- Born: 15 January 1886 Woolwich Arsenal, Kent, England
- Died: 16 July 1949 aged 63 years London, England
- Burial place: Plumstead Cemetery, London Borough of Greenwich
- Occupation: Nurse
- Honours: Associate Royal Red Cross Medal (ARRC)

= Helen Hanks =

Helen Hanks ARRC (15 January 1886 - 16 July 1949) was a British nurse and hospital matron at St. George's Hospital in London from 1910 until retirement in 1947.

== Early life ==
Helen Hanks was born in Plumstead, Kent on 15 January 1886.  She was the second of seven children born to Henry John and Esther Hanks (née Martin). She attended Plumstead High Street School, leaving aged 13, in July 1899 having achieved Standard VI level. In the 1901 census aged 15, Hanks is recorded living away from her family in domestic servitude at a property in Plumstead, near to her family home.

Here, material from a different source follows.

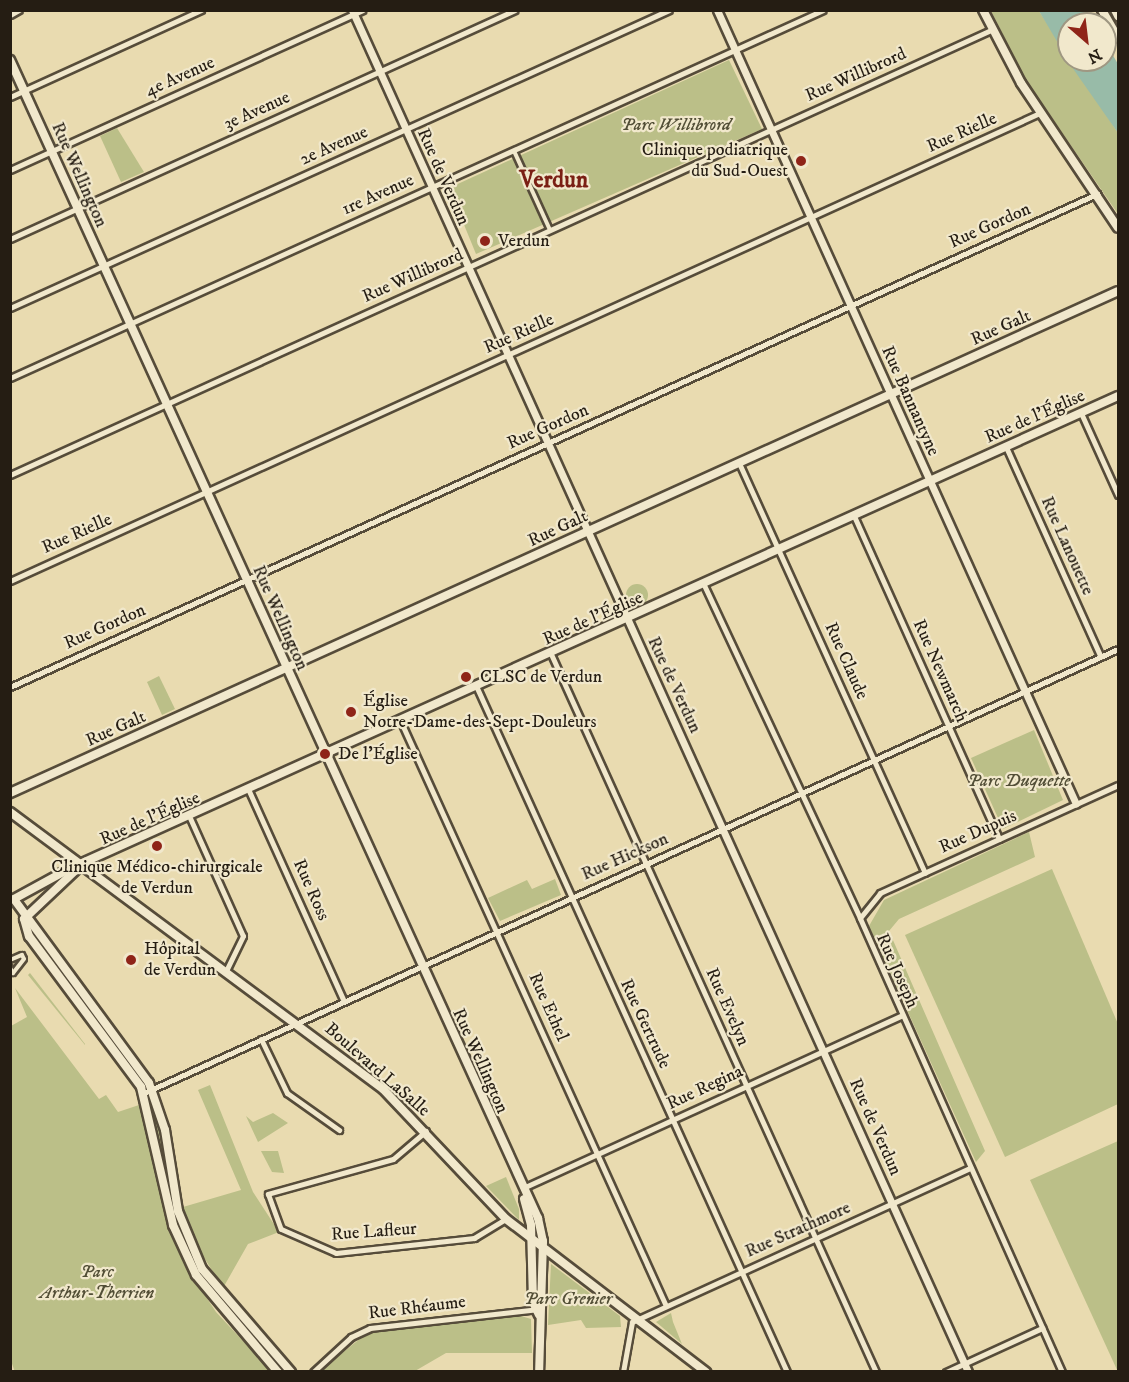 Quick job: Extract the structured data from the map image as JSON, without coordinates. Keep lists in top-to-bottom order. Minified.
{"streets":{"main road":["Rue Wellington","Rue Galt","Rue de l'Église","Boulevard LaSalle"],"street":["Rue Willibrord","4e Avenue","3e Avenue","Rue Rielle","2e Avenue","Rue de Verdun","1re Avenue","Rue Gordon","Rue Bannantyne","Rue Lanouette","Rue Claude","Rue Newmarch","Rue Dupuis","Rue Hickson","Rue Ross","Rue Joseph","Rue Ethel","Rue Evelyn","Rue Gertrude","Rue Regina","Rue Strathmore","Rue Lafleur","Rue Rhéaume"]},"crossings":[["Rue Willibrord","Rue Wellington"],["Rue Willibrord","Rue de Verdun"],["Rue Willibrord","Rue Bannantyne"],["4e Avenue","Rue Wellington"],["4e Avenue","Rue de Verdun"],["3e Avenue","Rue Wellington"],["3e Avenue","Rue de Verdun"],["Rue Rielle","Rue Wellington"],["Rue Rielle","Rue de Verdun"],["Rue Rielle","Rue Bannantyne"],["2e Avenue","Rue Wellington"],["2e Avenue","Rue de Verdun"],["Rue Wellington","1re Avenue"],["Rue Wellington","Rue Gordon"],["Rue Wellington","Rue Galt"],["Rue Wellington","Rue de l'Église"],["Rue Wellington","Rue Hickson"],["Rue Wellington","Boulevard LaSalle"],["Rue Wellington","Rue Regina"],["Rue Wellington","Rue Rhéaume"],["Rue de Verdun","1re Avenue"],["Rue de Verdun","Rue Gordon"],["Rue de Verdun","Rue Galt"],["Rue de Verdun","Rue de l'Église"],["Rue de Verdun","Rue Hickson"],["Rue de Verdun","Rue Regina"],["Rue de Verdun","Rue Strathmore"],["1re Avenue","Rue Bannantyne"],["Rue Gordon","Rue Bannantyne"],["Rue Galt","Rue Bannantyne"],["Rue Galt","Rue Claude"],["Rue Bannantyne","Rue de l'Église"],["Rue Bannantyne","Rue Dupuis"],["Rue Bannantyne","Rue Hickson"],["Rue de l'Église","Rue Lanouette"],["Rue de l'Église","Rue Claude"],["Rue de l'Église","Rue Newmarch"],["Rue de l'Église","Rue Ross"],["Rue de l'Église","Rue Joseph"],["Rue de l'Église","Rue Ethel"],["Rue de l'Église","Rue Evelyn"],["Rue de l'Église","Rue Gertrude"],["Rue de l'Église","Boulevard LaSalle"],["Rue Lanouette","Rue Hickson"],["Rue Claude","Rue Dupuis"],["Rue Claude","Rue Hickson"],["Rue Newmarch","Rue Dupuis"],["Rue Newmarch","Rue Hickson"],["Rue Dupuis","Rue Joseph"],["Rue Hickson","Rue Ross"],["Rue Hickson","Rue Joseph"],["Rue Hickson","Rue Ethel"],["Rue Hickson","Rue Evelyn"],["Rue Hickson","Rue Gertrude"],["Rue Hickson","Boulevard LaSalle"],["Rue Joseph","Rue Regina"],["Rue Joseph","Rue Strathmore"],["Rue Ethel","Rue Regina"],["Rue Ethel","Rue Strathmore"],["Rue Evelyn","Rue Regina"],["Rue Evelyn","Rue Strathmore"],["Rue Gertrude","Rue Regina"],["Rue Gertrude","Rue Strathmore"],["Boulevard LaSalle","Rue Strathmore"],["Boulevard LaSalle","Rue Lafleur"]],"districts":["Verdun"],"parks":["Parc Willibrord","Parc Duquette","Parc Arthur-Therrien","Parc Grenier"],"places":["Clinique podiatrique du Sud-Ouest","Verdun","CLSC de Verdun","Église Notre-Dame-des-Sept-Douleurs","De l'Église","Clinique Médico-chirurgicale de Verdun","Hôpital de Verdun"],"north":"bottom right"}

== Early nursing career ==
In 1910, Hanks enrolled as a probationer nurse at St. George's Hospital, Hyde Park Corner, London, where she completed her training in 1913 and continued to work there for the entirety of her nursing career.

During WWI, Hanks was dedicated to the care of injured military personnel sometimes writing difficult letters to the families of the victims. In recognition of her contributions and by this time promoted to Ward Sister, she was awarded in 1919 the Royal Red Cross medal, second class – ARRC.

== Later nursing career ==
Hanks' nursing career progressed at St. George's from Nurse to Ward Sister, Night Superintendent, Sister Tutor, and finally Matron, a post that she held from 1930 until her retirement in 1947.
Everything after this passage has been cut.